Clearly the need for healthcare reform is an urgent task that must not be left to multibillion dollar corporations where the decision-makers live lives that are markedly different (based on salary) from those they purportedly serve.

In the meantime, there’s much more to this story. For instance, how did certain drugs for certain medical conditions become so expensive? And how does the salary of healthcare CEOs figure into that and the pricing that reaches the consumer?

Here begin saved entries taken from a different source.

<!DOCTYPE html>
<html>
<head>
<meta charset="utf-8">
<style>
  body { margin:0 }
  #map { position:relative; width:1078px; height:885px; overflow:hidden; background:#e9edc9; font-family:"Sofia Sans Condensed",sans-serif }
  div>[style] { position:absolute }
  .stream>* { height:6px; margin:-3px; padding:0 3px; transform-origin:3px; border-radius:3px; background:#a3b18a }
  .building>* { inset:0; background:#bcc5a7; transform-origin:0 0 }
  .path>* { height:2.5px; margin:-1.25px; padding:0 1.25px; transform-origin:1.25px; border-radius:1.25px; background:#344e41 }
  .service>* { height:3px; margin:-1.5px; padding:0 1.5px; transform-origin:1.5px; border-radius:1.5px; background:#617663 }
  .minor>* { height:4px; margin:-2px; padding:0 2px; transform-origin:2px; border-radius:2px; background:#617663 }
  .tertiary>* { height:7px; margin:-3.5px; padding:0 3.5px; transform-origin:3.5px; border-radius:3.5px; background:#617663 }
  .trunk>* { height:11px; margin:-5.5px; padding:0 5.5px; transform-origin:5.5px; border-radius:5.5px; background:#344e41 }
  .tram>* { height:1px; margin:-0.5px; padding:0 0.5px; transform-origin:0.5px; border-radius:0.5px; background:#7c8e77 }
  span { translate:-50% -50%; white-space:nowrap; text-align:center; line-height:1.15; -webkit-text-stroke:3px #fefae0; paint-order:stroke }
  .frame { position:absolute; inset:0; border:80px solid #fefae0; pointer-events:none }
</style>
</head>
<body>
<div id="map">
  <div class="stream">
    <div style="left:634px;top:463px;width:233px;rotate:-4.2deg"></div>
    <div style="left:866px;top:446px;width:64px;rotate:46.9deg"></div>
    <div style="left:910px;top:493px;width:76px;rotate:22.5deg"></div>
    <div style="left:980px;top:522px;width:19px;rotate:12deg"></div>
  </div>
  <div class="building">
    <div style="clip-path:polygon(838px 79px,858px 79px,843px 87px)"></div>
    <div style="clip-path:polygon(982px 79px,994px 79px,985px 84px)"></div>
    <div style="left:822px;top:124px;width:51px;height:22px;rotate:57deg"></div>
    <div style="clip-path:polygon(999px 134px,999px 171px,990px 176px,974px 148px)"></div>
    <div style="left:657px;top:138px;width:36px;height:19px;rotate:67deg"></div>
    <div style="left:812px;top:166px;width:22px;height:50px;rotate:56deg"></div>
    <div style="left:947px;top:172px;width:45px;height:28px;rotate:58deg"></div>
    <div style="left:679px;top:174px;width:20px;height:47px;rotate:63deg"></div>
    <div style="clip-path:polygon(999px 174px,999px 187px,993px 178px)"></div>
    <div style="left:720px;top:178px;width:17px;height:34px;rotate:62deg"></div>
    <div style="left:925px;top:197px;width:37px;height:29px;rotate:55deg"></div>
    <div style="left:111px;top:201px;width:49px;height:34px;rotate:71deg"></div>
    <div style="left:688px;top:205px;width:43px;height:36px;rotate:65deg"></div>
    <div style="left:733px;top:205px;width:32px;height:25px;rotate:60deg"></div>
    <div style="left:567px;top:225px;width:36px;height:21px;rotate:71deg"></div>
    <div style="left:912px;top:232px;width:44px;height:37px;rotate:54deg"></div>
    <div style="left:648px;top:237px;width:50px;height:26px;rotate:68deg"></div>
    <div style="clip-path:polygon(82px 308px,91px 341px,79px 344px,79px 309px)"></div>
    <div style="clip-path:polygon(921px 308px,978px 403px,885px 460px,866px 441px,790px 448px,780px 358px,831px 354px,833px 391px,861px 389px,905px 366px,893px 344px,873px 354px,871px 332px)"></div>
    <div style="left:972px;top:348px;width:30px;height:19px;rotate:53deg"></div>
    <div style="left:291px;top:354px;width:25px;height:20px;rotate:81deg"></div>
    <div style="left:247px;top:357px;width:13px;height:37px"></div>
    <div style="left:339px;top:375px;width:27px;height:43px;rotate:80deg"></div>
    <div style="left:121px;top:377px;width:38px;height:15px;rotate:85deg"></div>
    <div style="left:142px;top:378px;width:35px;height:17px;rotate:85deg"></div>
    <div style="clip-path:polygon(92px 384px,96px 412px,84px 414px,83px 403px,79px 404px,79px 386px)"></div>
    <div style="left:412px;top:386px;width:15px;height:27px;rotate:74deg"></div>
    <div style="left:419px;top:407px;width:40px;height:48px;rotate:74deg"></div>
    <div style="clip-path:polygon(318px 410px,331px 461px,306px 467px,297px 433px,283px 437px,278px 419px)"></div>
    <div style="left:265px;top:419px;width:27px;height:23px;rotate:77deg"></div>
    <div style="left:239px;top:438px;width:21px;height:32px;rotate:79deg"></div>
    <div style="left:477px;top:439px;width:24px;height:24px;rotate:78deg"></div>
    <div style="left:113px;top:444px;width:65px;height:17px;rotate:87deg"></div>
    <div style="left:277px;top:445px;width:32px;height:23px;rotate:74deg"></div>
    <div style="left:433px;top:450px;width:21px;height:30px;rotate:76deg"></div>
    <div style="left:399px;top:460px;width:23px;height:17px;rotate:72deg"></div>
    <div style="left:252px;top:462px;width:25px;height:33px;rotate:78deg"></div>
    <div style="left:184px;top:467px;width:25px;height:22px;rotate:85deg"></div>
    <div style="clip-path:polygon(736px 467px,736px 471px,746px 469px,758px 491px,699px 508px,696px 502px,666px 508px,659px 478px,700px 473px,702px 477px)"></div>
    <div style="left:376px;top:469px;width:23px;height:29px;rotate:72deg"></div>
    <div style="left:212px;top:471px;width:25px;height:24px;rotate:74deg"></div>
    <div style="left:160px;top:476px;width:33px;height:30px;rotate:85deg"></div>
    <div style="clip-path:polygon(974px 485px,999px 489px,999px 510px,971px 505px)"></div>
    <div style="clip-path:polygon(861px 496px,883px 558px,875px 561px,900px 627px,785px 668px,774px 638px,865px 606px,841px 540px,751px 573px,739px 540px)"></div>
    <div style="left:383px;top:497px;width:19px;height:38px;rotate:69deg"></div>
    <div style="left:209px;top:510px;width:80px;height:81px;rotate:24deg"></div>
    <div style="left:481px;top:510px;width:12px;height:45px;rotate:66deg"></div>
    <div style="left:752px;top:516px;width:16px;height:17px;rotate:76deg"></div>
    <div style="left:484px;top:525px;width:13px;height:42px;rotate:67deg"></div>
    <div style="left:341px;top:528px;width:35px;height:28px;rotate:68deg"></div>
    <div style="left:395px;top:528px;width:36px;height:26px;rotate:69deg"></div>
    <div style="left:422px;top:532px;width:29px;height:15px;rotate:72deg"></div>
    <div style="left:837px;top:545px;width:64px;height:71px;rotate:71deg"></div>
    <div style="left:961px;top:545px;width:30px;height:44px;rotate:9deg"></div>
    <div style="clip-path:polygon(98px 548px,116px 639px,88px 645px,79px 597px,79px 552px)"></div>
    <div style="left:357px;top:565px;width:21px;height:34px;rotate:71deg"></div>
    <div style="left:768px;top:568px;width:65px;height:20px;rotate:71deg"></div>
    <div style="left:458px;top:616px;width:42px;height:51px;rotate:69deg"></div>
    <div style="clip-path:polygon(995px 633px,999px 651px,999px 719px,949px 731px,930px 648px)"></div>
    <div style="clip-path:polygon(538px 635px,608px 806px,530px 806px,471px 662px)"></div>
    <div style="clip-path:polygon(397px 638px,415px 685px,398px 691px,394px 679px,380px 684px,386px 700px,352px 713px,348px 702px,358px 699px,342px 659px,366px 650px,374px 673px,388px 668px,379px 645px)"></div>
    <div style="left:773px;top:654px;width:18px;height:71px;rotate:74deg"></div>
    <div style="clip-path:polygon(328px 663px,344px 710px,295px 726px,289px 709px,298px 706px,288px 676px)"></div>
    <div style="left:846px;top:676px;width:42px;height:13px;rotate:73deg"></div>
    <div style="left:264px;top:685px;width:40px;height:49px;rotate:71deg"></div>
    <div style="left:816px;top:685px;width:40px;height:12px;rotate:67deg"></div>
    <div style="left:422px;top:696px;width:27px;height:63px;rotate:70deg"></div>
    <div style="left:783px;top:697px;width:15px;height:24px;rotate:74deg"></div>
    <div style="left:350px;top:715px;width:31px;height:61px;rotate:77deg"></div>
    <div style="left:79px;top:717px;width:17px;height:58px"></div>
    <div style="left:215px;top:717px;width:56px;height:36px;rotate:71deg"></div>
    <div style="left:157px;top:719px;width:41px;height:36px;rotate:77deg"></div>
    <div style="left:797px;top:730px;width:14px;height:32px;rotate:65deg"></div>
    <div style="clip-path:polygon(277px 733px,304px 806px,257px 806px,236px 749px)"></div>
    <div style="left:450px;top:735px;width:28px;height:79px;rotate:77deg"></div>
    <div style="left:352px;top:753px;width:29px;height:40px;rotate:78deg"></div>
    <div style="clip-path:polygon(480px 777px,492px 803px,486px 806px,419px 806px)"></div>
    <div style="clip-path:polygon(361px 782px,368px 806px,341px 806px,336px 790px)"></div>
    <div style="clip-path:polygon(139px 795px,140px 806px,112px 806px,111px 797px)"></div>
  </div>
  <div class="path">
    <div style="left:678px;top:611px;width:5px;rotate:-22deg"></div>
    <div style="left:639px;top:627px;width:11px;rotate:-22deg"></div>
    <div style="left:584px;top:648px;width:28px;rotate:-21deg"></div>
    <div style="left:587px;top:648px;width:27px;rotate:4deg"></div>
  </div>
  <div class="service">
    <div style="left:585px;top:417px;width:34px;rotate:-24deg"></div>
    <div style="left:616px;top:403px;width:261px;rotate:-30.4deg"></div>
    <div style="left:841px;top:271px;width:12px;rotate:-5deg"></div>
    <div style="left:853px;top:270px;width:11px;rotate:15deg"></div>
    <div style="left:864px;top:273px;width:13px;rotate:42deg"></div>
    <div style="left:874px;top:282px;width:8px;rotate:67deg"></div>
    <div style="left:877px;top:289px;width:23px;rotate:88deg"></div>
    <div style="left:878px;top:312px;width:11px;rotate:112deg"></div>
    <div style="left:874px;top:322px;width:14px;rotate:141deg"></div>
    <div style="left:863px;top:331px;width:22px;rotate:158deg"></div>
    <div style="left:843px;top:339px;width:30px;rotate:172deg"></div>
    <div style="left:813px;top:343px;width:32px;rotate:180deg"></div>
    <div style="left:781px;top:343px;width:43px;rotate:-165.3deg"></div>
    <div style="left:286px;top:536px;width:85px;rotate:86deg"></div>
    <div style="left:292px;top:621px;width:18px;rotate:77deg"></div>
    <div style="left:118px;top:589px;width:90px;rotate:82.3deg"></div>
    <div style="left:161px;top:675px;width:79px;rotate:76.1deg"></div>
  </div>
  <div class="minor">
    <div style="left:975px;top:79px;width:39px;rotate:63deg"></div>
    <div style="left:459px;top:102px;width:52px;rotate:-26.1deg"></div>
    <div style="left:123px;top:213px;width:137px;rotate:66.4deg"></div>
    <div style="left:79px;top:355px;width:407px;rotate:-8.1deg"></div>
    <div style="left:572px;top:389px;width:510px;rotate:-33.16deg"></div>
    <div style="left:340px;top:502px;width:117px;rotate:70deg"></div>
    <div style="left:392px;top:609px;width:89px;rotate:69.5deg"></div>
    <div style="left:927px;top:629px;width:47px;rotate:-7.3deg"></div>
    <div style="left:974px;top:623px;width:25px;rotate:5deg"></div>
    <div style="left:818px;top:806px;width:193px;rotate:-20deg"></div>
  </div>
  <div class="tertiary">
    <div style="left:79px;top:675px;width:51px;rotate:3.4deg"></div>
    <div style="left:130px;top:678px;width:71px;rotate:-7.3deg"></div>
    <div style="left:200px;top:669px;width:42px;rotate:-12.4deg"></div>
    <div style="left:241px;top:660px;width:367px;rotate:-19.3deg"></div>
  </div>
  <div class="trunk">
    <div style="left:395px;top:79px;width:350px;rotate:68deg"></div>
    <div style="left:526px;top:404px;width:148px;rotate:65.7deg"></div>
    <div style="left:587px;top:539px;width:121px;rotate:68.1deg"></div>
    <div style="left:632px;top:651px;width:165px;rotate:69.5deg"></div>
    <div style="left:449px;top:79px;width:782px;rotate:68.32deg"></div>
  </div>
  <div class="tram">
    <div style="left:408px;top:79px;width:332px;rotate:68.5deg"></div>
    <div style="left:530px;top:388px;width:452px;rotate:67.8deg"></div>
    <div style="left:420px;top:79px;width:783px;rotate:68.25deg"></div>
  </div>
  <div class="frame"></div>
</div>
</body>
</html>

Did the insurance company make a diligent effort to reach out to, interface with and offer solutions to at-risk patients or is the letter sent (a form letter sent to about five patients, according to Ms. Ashanin) all there is? According to Ashanin, “we count on members to talk to their doctors about the changes and call our case managers/customer service if there is some reason for concern. When that happens, our medical management team will talk through options with the member or their doctor to make sure they are getting the best care for their health situation.”

Most importantly we wonder who is on that board and why they are making decisions for at-risk patients—instead of actual providers—without actually meeting with and evaluating them. That should be a doctor’s duty that is carried out—efficiently and proactively—by the insurer. The inverse of that seems odd and may even be cruel, given the promises and objectives of the Affordable Care Act.